The advance to Mons.

The forces which now awaited the German attack numbered about 86,000 men, who may be roughly divided into 76,000 infantry, 10,000 cavalry, and 312 guns. The general alignment was as follows: The First Army Corps held the space between Mons and Binche, which was soon contracted to Bray as the eastward limit. Close to Mons, where the attack was expected to break, since the town is a point of considerable strategic importance, there was a thickening of the line of defence. From that point the Third Division and the Fifth, in the order named, carried on the British formation down the length of the Mons-Condé Canal. The front of the Army covered nearly twenty miles, an excessive strain upon so small a force in the presence of a compact enemy.

POSITION OF 2nd ARMY CORPS AT MONS. AUG. 23rdPOSITION OF 2nd ARMY CORPS AT MONS. AUG. 23rd

If one looks at the general dispositions, it becomes clear that Sir John French was preparing for an attack upon his right flank. From all his information the enemy was to the north and to the east of him, so that if they set about turning his position it must be from the Charleroi direction. Hence, his rightwing was laid back at an angle to the rest of his line, and the only cavalry which he kept in advance was thrown out to Binche in front of this flank. The rest of the cavalry was on the day of battle drawn in behind the centre of the Army, but as danger began to develop upon the left flank it was sent across in that direction, so that on the morning of the 24th it was at Thulin, at the westward end of the line.
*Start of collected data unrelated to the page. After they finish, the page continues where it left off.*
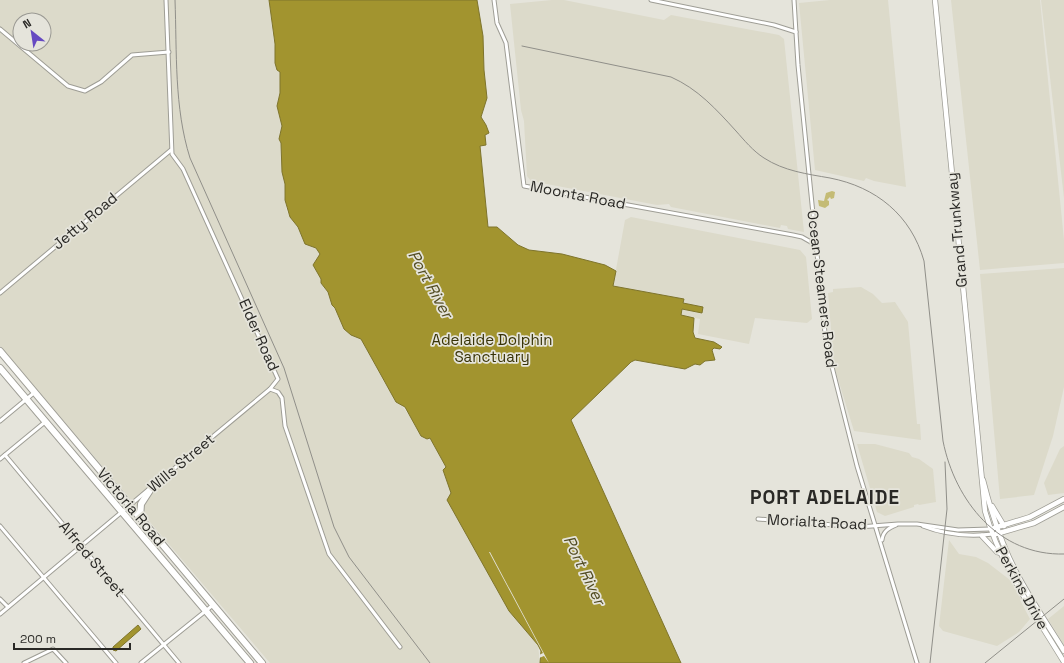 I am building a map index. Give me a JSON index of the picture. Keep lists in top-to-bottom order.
{
  "streets": {
    "highway": ["Victoria Road"],
    "street": [
      "Moonta Road",
      "Jetty Road",
      "Grand Trunkway",
      "Ocean Steamers Road",
      "Elder Road",
      "Wills Street",
      "Morialta Road",
      "Alfred Street",
      "Perkins Drive"
    ]
  },
  "crossings": [
    ["Moonta Road", "Ocean Steamers Road"],
    ["Jetty Road", "Elder Road"],
    ["Grand Trunkway", "Perkins Drive"],
    ["Ocean Steamers Road", "Morialta Road"],
    ["Elder Road", "Wills Street"],
    ["Wills Street", "Victoria Road"],
    ["Wills Street", "Alfred Street"]
  ],
  "districts": ["PORT ADELAIDE"],
  "water": ["Port River"],
  "parks": ["Adelaide Dolphin Sanctuary"],
  "scale_bar": "200 m",
  "north": "top left"
} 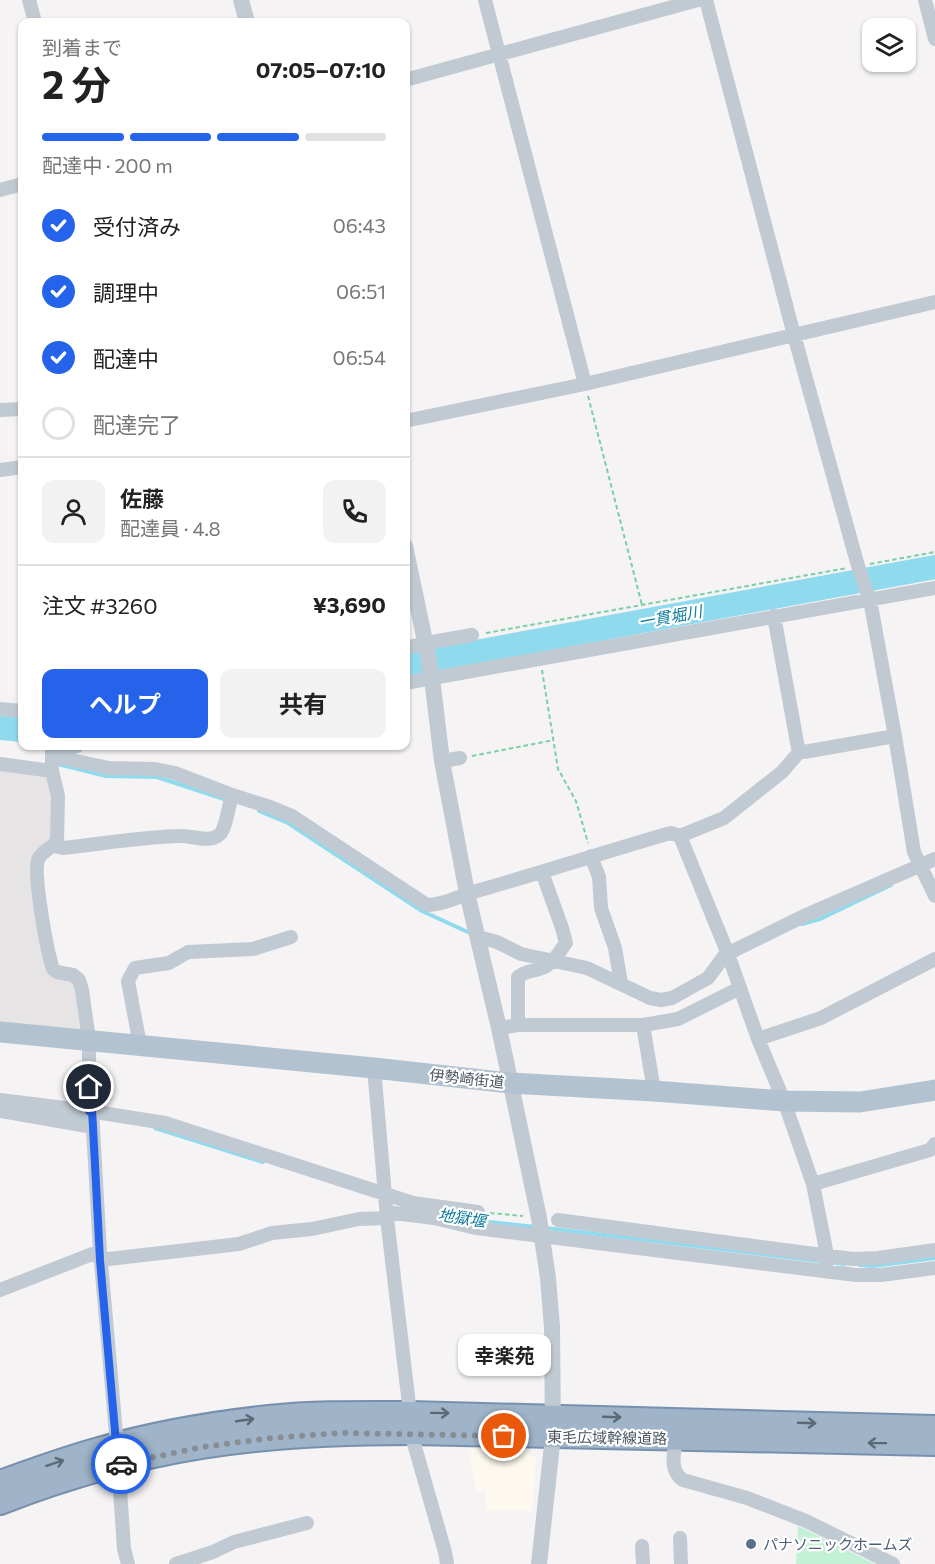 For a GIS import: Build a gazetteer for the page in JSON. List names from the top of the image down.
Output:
{
  "streets": {
    "highway": ["東毛広域幹線道路"],
    "main road": ["伊勢崎街道"]
  },
  "water": ["一貫堀川", "地獄堰"],
  "places": ["幸楽苑", "パナソニックホームズ"],
  "page": {
    "heading": ["2 分", "到着まで", "07:05–07:10"],
    "panel": [
      "佐藤",
      "配達員 · 4.8",
      "注文 #3260",
      "¥3,690"
    ],
    "bar": "配達中 · 200 m",
    "list": [
      ["受付済み", "06:43"],
      ["調理中", "06:51"],
      ["配達中", "06:54"],
      "配達完了"
    ],
    "buttons": ["ヘルプ", "共有"],
    "bubble": "幸楽苑"
  }
} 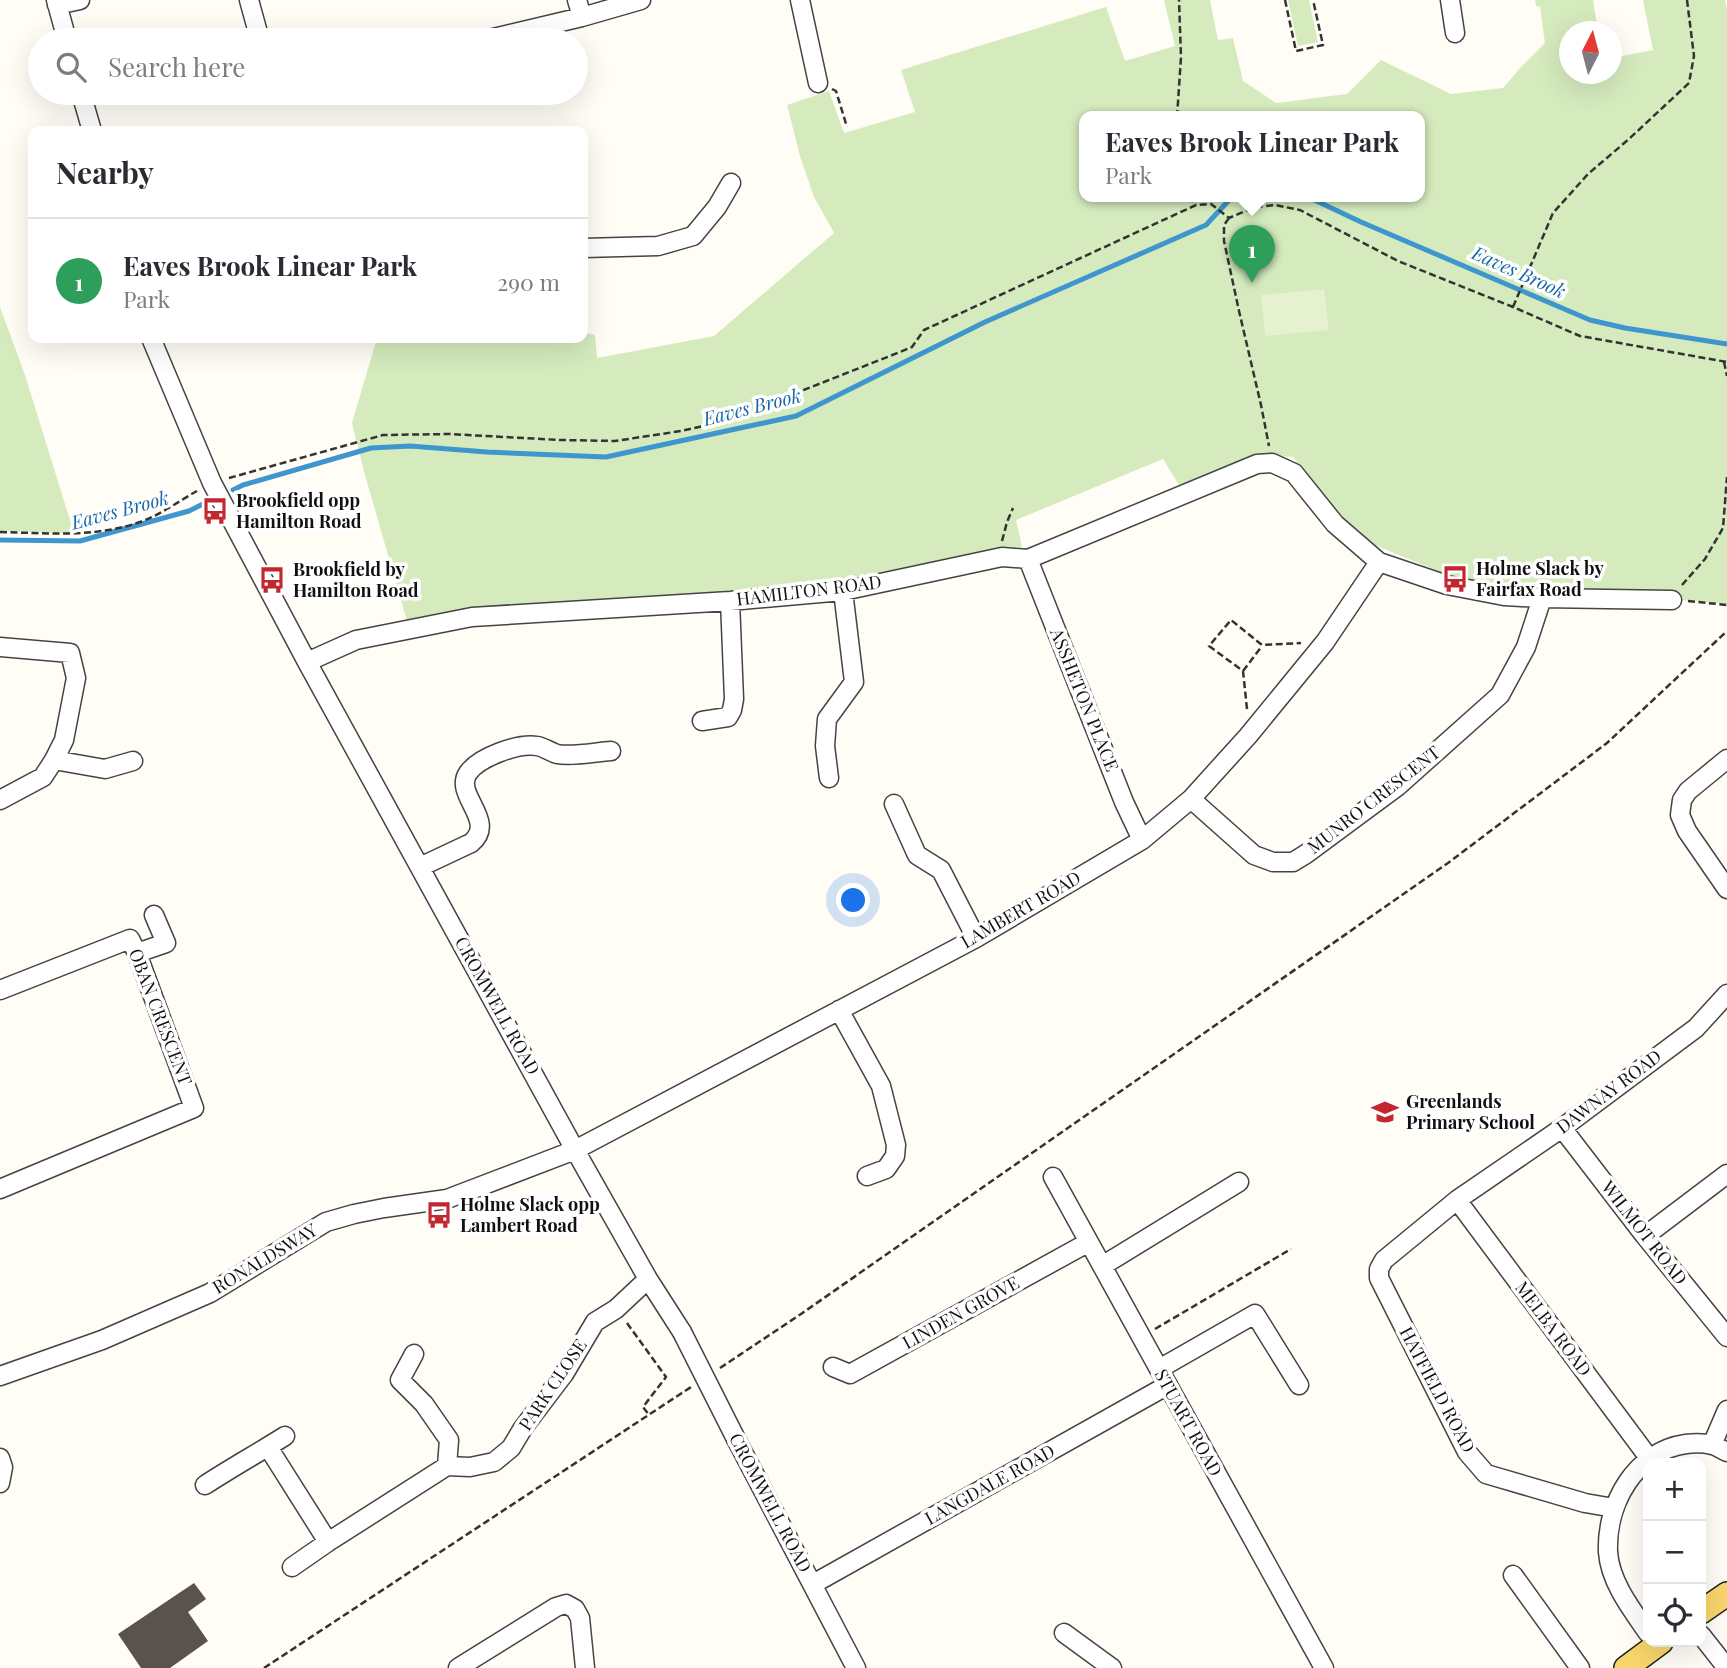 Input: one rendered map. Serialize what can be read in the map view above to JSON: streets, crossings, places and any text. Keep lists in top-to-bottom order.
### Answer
{
  "streets": {
    "street": [
      "HAMILTON ROAD",
      "ASSHETON PLACE",
      "MUNRO CRESCENT",
      "LAMBERT ROAD",
      "CROMWELL ROAD",
      "OBAN CRESCENT",
      "DAWNAY ROAD",
      "WILMOT ROAD",
      "RONALDSWAY",
      "LINDEN GROVE",
      "MELBA ROAD",
      "PARK CLOSE",
      "HATFIELD ROAD",
      "STUART ROAD",
      "LANGDALE ROAD"
    ]
  },
  "crossings": [
    ["HAMILTON ROAD", "ASSHETON PLACE"],
    ["HAMILTON ROAD", "CROMWELL ROAD"],
    ["ASSHETON PLACE", "LAMBERT ROAD"],
    ["MUNRO CRESCENT", "LAMBERT ROAD"],
    ["LAMBERT ROAD", "CROMWELL ROAD"],
    ["LAMBERT ROAD", "RONALDSWAY"],
    ["CROMWELL ROAD", "RONALDSWAY"],
    ["CROMWELL ROAD", "PARK CLOSE"],
    ["CROMWELL ROAD", "LANGDALE ROAD"],
    ["DAWNAY ROAD", "WILMOT ROAD"],
    ["DAWNAY ROAD", "MELBA ROAD"],
    ["DAWNAY ROAD", "HATFIELD ROAD"],
    ["LINDEN GROVE", "STUART ROAD"],
    ["STUART ROAD", "LANGDALE ROAD"]
  ],
  "water": ["Eaves Brook"],
  "places": {
    "bus stop": [
      "Brookfield opp Hamilton Road",
      "Holme Slack by Fairfax Road",
      "Brookfield by Hamilton Road",
      "Holme Slack opp Lambert Road"
    ],
    "school or university": ["Greenlands Primary School"]
  },
  "north": "top",
  "page": {
    "search": "Search here",
    "popup": ["Eaves Brook Linear Park", "Park"],
    "heading": "Nearby",
    "list": [
      {
        "mark": "1",
        "name": "Eaves Brook Linear Park",
        "note": "Park",
        "value": "290 m"
      }
    ],
    "pins": "1",
    "map_buttons": ["+", "−"]
  }
}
The line of the canal was a most tempting position to defend from Condé to Mons, for it ran as straight as a Roman road across the path of an invader. But it was very different at Mons itself. Here it formed a most awkward loop. A glance at the diagram will show this formation. It was impossible to leave it undefended, and yet troops who held it were evidently subjected to a flanking artillery fire from each side. The canal here was also crossed by at least three substantial road bridges and one railway bridge. This section of the defence was under the immediate direction of General Smith-Dorrien, who at once took steps to prepare a second line of defence, thrown back to the right rear of the town, so that if the canal were forced the British array would remain unbroken. The immediate care of this weak point in the position was committed to General Beauchamp Doran's 8th Brigade, consisting of the 2nd Royal Scots, 2nd Royal Irish, 4th Middlesex, and 1st Gordon Highlanders. On their left, occupying the village of Nimy and the western side of the peninsula, as well as the immediate front of Mons itself, was the 9th Brigade (Shaw's), containing the 4th Royal Fusiliers, the 1st Northumberland Fusiliers, and the 1st Royal Scots Fusiliers, together with the 1st Lincolns. To the left of this brigade, occupying the eastern end ofthe Mons-Condé line of canal, was Cuthbert's 13th Brigade, containing the 2nd Scottish Borderers, 2nd West Ridings, 1st West Kents, and 2nd Yorkshire Light Infantry. It was on these three brigades, and especially on the 8th and 9th, that the impact of the German army was destined to fall. Beyond them, scattered somewhat thinly along the line of the Mons-Condé Canal from the railway bridge west of St. Ghislain, were the two remaining brigades of the Fifth Division, the 14th (Rolt's) and the 15th (Gleichen's), the latter being in divisional reserve. Still farther to the west the head of the newly arrived 19th Brigade just touched the canal, and was itself in touch with French cavalry at Condé. Sundry units of artillery and field hospitals had not yet come up, but otherwise the two corps were complete.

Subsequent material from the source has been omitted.